EXERCISE PROMPT:
Copy each line below in which the string "direction" appears.

----- ENTRIES SHOWN -----

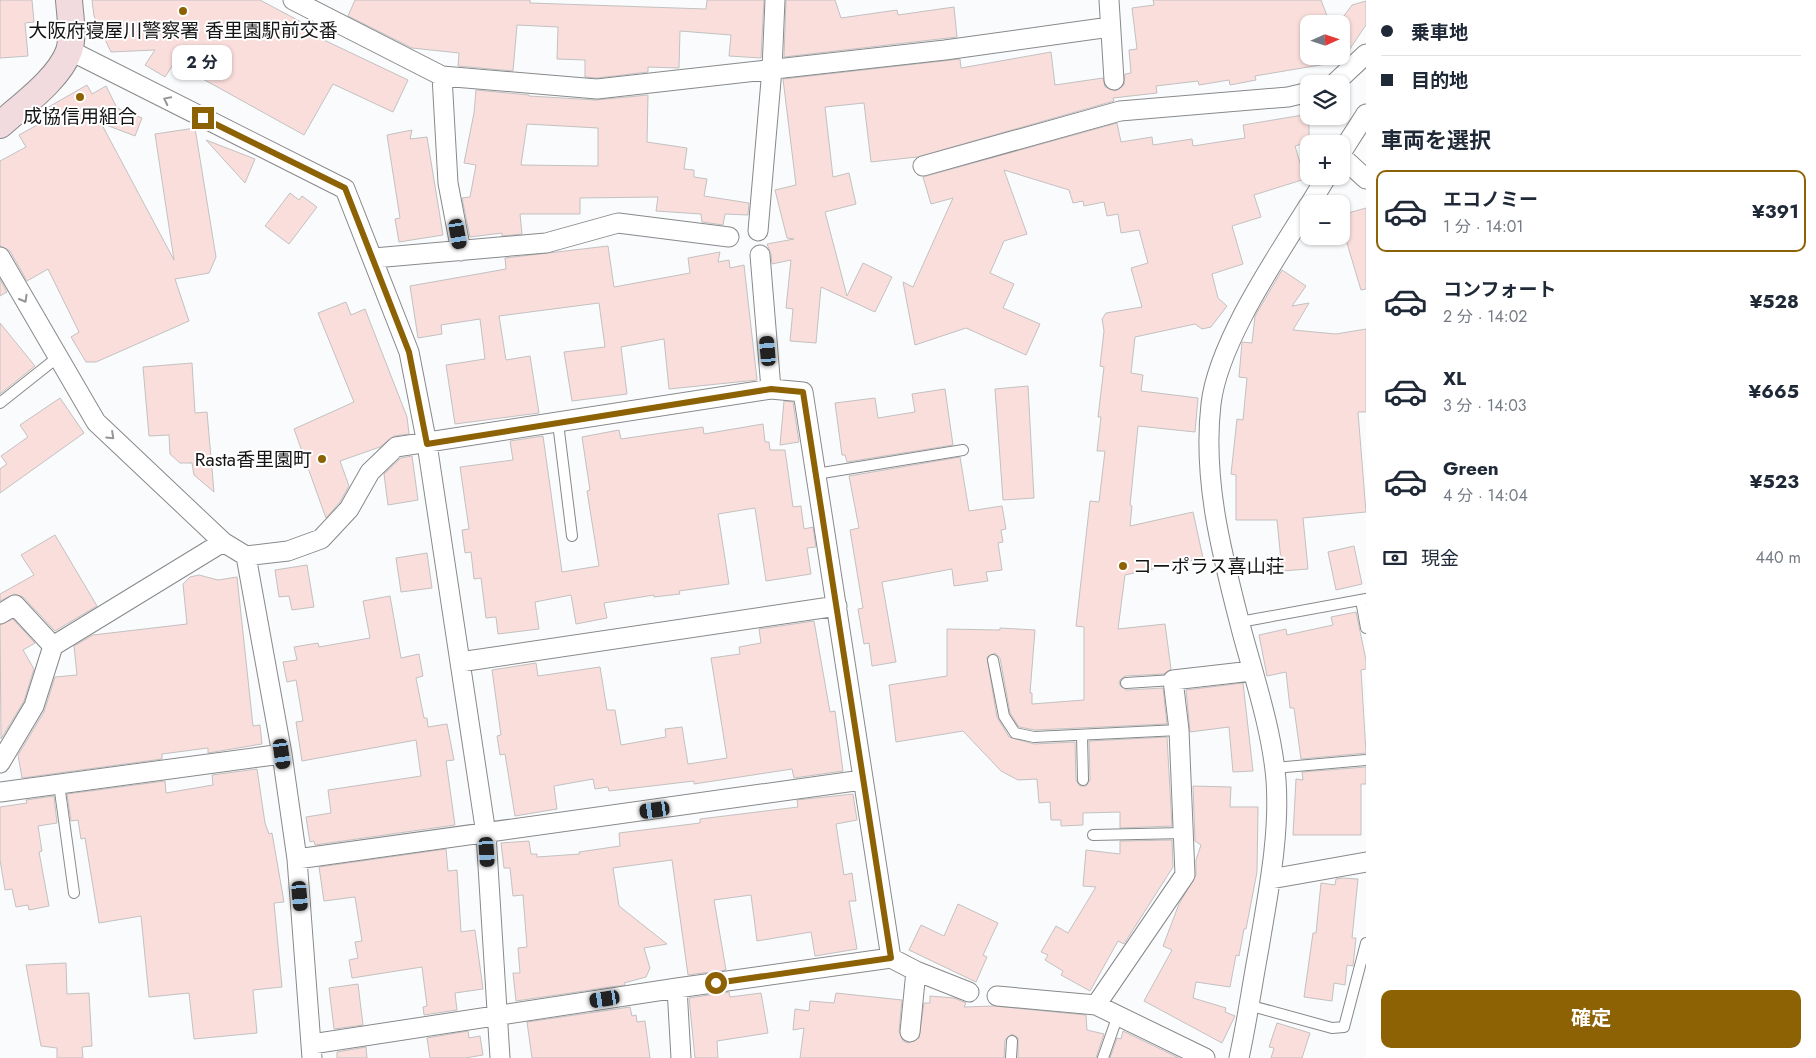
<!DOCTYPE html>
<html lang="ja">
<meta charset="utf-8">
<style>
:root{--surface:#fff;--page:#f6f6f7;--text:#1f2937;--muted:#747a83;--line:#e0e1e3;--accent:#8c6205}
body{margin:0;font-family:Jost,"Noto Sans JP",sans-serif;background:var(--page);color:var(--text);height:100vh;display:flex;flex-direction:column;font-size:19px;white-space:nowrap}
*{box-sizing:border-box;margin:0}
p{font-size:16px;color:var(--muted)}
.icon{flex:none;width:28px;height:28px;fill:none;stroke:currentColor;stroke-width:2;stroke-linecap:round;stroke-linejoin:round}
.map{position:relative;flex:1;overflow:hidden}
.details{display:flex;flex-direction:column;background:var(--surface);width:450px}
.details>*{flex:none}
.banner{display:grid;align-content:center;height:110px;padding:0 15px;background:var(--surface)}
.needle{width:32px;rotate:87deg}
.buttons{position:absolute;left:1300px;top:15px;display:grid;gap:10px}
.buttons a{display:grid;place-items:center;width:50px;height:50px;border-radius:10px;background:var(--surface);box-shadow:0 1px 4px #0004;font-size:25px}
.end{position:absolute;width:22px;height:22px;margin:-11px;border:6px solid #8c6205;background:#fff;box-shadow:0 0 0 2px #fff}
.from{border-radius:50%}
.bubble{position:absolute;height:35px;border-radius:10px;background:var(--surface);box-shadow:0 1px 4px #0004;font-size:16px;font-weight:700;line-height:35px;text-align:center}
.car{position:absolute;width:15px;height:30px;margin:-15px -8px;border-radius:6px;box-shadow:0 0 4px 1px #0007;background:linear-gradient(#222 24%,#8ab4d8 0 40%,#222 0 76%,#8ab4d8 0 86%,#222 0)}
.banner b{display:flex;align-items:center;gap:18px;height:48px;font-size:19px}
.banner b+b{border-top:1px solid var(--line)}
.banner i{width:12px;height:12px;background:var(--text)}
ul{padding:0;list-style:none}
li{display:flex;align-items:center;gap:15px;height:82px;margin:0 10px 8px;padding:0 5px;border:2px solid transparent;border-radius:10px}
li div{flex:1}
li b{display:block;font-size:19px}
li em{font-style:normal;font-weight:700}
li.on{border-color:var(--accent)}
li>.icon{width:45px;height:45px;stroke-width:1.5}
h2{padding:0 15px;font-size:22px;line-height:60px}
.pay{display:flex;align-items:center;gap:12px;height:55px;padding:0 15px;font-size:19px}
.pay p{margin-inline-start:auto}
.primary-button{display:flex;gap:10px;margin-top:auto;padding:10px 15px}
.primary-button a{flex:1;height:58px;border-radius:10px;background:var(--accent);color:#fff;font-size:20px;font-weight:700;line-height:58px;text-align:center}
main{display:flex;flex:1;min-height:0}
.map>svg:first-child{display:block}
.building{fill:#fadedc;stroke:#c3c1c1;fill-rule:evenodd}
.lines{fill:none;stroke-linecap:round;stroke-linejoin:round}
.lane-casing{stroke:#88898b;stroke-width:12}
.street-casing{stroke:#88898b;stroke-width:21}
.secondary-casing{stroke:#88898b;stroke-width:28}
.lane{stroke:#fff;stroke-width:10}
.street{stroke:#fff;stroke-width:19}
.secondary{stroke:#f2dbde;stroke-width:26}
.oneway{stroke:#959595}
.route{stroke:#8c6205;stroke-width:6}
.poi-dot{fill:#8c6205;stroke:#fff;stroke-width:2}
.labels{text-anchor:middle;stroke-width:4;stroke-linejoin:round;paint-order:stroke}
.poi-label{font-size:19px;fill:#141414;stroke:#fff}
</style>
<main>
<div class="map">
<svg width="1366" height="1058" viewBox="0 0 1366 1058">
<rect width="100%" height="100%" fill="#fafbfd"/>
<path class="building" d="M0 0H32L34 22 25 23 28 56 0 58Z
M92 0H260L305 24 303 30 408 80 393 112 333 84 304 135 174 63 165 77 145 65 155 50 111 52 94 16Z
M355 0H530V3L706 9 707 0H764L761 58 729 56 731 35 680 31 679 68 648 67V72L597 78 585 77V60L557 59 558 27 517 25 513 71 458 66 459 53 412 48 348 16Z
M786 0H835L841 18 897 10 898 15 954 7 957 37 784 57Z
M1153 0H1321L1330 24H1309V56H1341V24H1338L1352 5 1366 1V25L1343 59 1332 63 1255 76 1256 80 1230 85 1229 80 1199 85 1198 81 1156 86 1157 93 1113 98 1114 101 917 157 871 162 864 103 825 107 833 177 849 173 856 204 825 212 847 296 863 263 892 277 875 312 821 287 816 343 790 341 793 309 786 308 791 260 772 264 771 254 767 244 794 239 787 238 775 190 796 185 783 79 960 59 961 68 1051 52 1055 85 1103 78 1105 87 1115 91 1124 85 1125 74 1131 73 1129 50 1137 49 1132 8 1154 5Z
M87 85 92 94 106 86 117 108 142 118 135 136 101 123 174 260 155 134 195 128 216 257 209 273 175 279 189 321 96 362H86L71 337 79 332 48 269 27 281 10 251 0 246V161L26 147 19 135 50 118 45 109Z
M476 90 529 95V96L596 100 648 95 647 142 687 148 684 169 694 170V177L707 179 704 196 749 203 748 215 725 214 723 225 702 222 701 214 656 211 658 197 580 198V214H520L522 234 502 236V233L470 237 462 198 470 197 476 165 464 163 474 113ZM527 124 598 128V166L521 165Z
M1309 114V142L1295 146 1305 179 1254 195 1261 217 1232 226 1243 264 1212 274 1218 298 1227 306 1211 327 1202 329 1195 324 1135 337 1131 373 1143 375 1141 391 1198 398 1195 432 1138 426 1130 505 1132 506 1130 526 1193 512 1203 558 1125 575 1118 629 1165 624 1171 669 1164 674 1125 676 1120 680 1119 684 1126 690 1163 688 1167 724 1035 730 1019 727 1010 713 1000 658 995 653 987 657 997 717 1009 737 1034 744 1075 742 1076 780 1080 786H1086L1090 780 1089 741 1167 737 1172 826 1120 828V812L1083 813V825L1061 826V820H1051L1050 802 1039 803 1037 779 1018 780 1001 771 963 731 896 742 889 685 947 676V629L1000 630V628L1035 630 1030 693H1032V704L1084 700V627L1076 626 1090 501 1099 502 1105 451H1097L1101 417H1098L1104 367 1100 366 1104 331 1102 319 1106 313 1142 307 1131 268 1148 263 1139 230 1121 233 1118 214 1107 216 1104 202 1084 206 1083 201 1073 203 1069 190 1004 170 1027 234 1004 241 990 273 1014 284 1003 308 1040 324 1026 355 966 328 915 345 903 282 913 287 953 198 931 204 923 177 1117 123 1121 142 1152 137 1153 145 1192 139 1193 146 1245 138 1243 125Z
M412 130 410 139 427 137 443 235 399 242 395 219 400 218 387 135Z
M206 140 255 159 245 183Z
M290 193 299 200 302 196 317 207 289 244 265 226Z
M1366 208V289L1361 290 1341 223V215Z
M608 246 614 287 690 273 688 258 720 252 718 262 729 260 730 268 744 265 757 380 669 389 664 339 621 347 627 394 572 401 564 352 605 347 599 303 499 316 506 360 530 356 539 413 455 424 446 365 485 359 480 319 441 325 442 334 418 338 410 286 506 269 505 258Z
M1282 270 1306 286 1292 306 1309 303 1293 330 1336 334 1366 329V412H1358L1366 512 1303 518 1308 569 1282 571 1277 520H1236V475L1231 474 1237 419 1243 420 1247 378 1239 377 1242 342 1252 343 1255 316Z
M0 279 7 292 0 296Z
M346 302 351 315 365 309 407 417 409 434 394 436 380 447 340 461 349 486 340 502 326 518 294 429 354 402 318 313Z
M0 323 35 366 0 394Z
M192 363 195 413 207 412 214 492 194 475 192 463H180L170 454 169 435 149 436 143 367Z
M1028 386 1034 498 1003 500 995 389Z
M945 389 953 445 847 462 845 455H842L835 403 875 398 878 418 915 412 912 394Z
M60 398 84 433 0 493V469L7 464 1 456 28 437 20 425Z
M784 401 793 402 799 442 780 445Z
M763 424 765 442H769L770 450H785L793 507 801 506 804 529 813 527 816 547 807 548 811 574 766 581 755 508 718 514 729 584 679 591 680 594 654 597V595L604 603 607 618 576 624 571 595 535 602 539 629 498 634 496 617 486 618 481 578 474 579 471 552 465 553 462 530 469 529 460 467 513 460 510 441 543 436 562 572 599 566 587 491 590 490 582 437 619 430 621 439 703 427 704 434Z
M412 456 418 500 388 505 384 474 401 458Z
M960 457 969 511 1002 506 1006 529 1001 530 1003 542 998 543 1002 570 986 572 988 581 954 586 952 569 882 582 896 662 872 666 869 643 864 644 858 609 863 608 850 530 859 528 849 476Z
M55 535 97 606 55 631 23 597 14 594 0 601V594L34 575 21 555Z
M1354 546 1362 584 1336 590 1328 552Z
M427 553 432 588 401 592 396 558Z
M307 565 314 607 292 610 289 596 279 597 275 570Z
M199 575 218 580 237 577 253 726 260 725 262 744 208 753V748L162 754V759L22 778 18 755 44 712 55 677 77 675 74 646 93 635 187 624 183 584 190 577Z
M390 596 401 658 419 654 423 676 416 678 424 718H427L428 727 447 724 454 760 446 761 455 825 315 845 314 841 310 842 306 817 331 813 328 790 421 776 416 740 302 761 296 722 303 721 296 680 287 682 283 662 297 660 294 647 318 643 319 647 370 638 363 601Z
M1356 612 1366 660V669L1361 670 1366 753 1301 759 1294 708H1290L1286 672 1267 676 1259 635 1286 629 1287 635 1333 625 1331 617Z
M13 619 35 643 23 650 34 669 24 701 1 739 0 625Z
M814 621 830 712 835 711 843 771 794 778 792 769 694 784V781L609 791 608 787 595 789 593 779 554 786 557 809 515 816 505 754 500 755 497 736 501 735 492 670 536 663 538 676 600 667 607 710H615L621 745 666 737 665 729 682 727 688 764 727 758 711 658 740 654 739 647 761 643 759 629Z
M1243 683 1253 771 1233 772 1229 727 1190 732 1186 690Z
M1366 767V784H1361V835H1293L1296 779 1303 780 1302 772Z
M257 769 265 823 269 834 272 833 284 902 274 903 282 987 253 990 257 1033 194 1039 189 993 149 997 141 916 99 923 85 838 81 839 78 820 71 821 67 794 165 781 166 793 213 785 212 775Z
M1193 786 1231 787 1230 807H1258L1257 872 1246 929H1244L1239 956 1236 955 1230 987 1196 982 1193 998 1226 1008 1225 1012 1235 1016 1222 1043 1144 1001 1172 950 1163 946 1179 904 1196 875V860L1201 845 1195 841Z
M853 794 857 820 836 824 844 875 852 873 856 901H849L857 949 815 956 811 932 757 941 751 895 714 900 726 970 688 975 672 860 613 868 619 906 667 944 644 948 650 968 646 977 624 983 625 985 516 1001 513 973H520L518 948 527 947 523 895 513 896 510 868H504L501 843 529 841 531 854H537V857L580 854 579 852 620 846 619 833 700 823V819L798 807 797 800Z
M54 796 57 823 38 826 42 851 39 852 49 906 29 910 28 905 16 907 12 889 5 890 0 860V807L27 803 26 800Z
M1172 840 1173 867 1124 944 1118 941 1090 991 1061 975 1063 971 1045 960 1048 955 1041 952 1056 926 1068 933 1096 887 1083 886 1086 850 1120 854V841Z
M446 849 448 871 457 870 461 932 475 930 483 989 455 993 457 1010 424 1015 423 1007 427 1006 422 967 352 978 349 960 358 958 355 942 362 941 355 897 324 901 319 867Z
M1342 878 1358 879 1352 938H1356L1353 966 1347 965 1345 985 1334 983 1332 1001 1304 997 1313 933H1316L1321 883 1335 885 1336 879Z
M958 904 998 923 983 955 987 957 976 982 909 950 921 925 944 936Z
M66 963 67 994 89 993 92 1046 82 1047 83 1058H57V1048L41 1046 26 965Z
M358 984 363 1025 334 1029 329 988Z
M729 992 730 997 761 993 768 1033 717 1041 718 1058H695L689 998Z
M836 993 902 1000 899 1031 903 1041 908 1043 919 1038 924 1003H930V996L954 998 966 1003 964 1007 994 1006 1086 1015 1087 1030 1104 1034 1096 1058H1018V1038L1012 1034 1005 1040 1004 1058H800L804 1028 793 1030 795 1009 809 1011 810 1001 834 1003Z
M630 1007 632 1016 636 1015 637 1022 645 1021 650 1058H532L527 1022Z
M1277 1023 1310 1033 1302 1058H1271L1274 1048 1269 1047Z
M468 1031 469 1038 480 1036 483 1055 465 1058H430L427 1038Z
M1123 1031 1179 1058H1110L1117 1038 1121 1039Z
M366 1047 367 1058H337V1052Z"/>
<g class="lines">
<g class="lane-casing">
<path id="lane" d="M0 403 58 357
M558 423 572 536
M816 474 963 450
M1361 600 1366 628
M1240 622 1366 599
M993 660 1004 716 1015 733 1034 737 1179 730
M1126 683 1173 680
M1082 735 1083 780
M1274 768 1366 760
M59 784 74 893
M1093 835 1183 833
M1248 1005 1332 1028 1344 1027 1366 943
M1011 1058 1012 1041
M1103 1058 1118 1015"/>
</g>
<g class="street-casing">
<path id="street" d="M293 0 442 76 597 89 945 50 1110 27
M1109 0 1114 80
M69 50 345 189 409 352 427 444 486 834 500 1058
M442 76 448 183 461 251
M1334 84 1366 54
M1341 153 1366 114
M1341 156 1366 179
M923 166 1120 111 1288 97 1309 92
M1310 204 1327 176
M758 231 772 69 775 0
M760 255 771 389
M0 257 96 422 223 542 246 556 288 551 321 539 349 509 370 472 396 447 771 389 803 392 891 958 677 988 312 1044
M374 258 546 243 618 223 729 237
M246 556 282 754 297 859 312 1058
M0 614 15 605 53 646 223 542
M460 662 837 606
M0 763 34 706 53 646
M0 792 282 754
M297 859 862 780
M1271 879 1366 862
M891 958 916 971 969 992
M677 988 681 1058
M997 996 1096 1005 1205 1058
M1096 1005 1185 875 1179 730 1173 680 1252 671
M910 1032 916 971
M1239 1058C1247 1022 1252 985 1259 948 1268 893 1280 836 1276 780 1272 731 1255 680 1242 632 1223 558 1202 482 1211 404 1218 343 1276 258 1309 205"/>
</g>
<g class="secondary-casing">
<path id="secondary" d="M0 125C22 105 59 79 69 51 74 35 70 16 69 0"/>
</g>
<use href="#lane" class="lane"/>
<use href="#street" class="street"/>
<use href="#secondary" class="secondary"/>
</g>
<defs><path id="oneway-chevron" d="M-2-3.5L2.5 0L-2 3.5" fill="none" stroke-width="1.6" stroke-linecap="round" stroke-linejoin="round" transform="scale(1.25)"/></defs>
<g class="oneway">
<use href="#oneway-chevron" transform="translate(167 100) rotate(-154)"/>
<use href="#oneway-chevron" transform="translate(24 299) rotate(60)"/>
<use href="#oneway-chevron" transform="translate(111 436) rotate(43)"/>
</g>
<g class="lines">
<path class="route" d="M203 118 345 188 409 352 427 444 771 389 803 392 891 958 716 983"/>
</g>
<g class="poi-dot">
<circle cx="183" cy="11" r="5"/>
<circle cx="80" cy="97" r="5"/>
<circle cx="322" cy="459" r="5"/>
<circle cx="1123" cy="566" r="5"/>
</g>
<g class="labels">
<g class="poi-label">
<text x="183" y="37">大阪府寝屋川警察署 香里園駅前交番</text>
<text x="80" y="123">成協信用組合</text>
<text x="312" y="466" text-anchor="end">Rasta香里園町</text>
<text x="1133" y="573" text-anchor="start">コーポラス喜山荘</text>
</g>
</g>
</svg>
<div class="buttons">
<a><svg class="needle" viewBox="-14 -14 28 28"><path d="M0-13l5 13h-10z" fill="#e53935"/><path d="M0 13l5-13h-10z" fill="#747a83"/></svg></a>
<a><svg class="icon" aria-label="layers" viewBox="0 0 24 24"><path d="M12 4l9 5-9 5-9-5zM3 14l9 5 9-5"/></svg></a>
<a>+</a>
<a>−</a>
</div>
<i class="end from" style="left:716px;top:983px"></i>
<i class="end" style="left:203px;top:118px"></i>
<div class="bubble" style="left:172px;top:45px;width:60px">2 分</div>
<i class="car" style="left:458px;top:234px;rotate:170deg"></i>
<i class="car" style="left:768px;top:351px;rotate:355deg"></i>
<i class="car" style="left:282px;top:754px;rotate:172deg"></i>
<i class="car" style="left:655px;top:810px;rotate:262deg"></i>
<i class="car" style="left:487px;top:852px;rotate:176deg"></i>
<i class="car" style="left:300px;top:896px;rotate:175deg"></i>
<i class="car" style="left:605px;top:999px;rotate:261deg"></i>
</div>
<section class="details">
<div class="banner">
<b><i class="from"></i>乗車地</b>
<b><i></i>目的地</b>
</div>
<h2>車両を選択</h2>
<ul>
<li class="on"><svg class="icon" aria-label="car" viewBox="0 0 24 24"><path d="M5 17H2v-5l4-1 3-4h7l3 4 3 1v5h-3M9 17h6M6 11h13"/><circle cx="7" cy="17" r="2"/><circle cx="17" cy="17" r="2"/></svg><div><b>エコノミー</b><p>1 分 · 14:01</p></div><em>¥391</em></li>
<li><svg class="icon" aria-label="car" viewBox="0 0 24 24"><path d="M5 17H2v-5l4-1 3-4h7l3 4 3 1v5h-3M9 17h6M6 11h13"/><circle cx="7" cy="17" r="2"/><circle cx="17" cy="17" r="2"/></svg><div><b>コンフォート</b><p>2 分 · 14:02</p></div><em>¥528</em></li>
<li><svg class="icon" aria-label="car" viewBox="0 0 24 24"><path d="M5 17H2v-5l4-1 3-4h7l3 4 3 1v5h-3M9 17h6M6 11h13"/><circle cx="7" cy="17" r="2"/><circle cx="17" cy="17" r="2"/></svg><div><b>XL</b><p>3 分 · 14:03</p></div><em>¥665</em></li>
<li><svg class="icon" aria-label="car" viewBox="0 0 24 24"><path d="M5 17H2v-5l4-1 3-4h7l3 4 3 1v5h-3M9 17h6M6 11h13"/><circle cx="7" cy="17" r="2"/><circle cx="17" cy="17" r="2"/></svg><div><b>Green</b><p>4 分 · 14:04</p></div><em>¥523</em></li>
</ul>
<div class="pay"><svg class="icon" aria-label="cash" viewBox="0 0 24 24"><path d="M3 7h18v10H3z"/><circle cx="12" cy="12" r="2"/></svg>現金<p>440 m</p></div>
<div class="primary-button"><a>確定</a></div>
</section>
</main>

-----

EXERCISE ANSWER:
body{margin:0;font-family:Jost,"Noto Sans JP",sans-serif;background:var(--page);color:var(--text);height:100vh;display:flex;flex-direction:column;font-size:19px;white-space:nowrap}
.details{display:flex;flex-direction:column;background:var(--surface);width:450px}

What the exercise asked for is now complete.